I get a lot of satisfaction out of running the FM. I don't know why. But it's far and away the favorite thing that I do for this town, even though I'm involved in some pretty cool stuff, like the Movies on Main a bunch of us put on under the association's name (and on its dime).
I won't, however, be trying to sell stuff myself this year. Somehow I think that the combination of bigger market + more infrastructure + newborn = no time to rise at 4 and bake baguettes for $20.
See? I let things slide :)
A fellow preggers lady emailed me this am at 5:45. Like me, she is having #2; like me, she has a little girl.
Big difference is she went in for her planned c-section at 6 or so and by 9:30am, a fellow friend had emailed to say that B. was safe and sound with a baby boy, 7lbs 7ozs.
As labor becomes more and more of a nightly possibility, I admit to some envy. How.. clean, how civilized, to be able to Blackberry on your way to the hospital, to be able to plan and organize and delegate.
In stark contrast: I don't know when (now? In early June? C'est possible...). I don't know what time of day, or what day; whether Annaliese will be at play school, at home, or asleep. I don't know how long it will take or how much it will hurt.
All I do know is that in planning a natural home birth, I am setting up my support systems (midwives, K., a friend to come over and watch Annaliese if need be) so that I can be fully available to birth this new baby. And that's about all I have control over.

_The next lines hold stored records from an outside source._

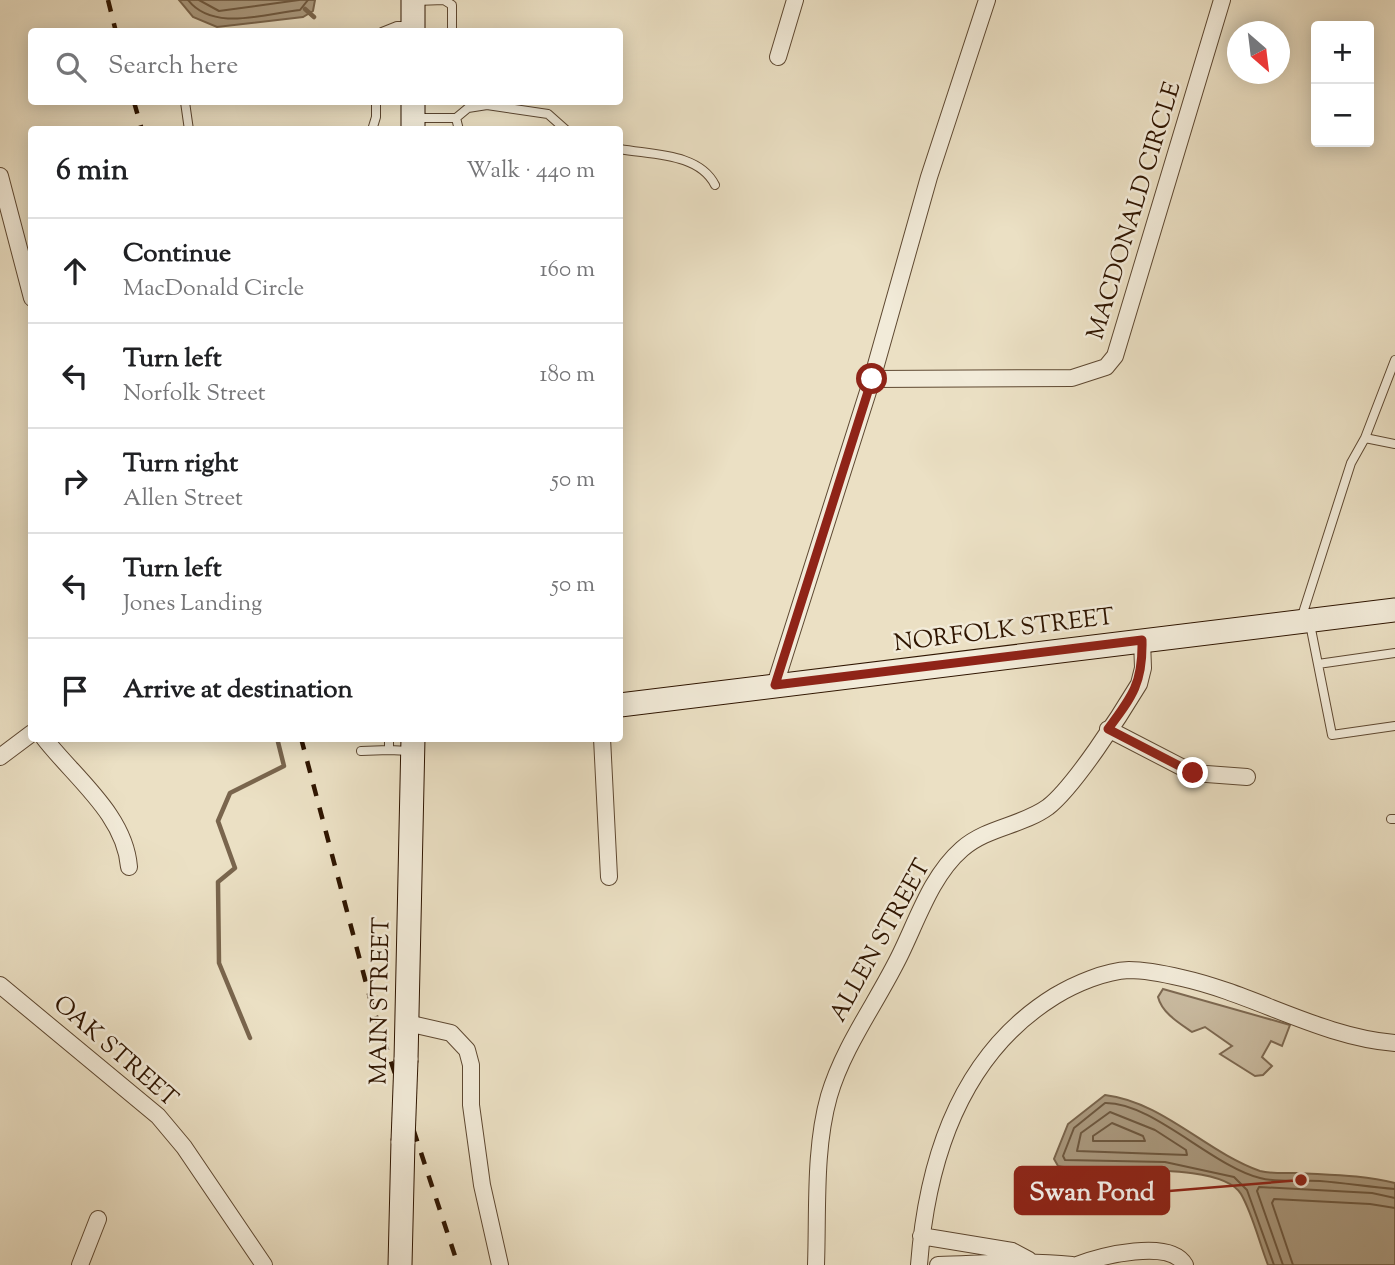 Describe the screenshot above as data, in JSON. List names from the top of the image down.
{
  "streets": {
    "main road": ["NORFOLK STREET", "MAIN STREET"],
    "street": ["MACDONALD CIRCLE", "ALLEN STREET", "OAK STREET"]
  },
  "crossings": [
    ["NORFOLK STREET", "ALLEN STREET"]
  ],
  "places": ["Swan Pond"],
  "north": "bottom right",
  "page": {
    "map_buttons": ["+", "−"],
    "search": "Search here",
    "heading": ["6 min", "Walk · 440 m"],
    "list": [
      ["Continue", "MacDonald Circle", "160 m"],
      ["Turn left", "Norfolk Street", "180 m"],
      ["Turn right", "Allen Street", "50 m"],
      ["Turn left", "Jones Landing", "50 m"],
      "Arrive at destination"
    ]
  }
}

I'm a planner. An organizer. A delegator (just ask K.). So this when-it-happens, it-happens approach doesn't come all that easily.
And as I waddle around town, wondering how many markets I'll be around for before maternity leave, I'm not sure why I pick this way, except I have a basic distrust of gadgetry, choosing french presses over coffee pots and knives over food processors.
Wouldn't it be nice to be more CLEARLY right sometimes?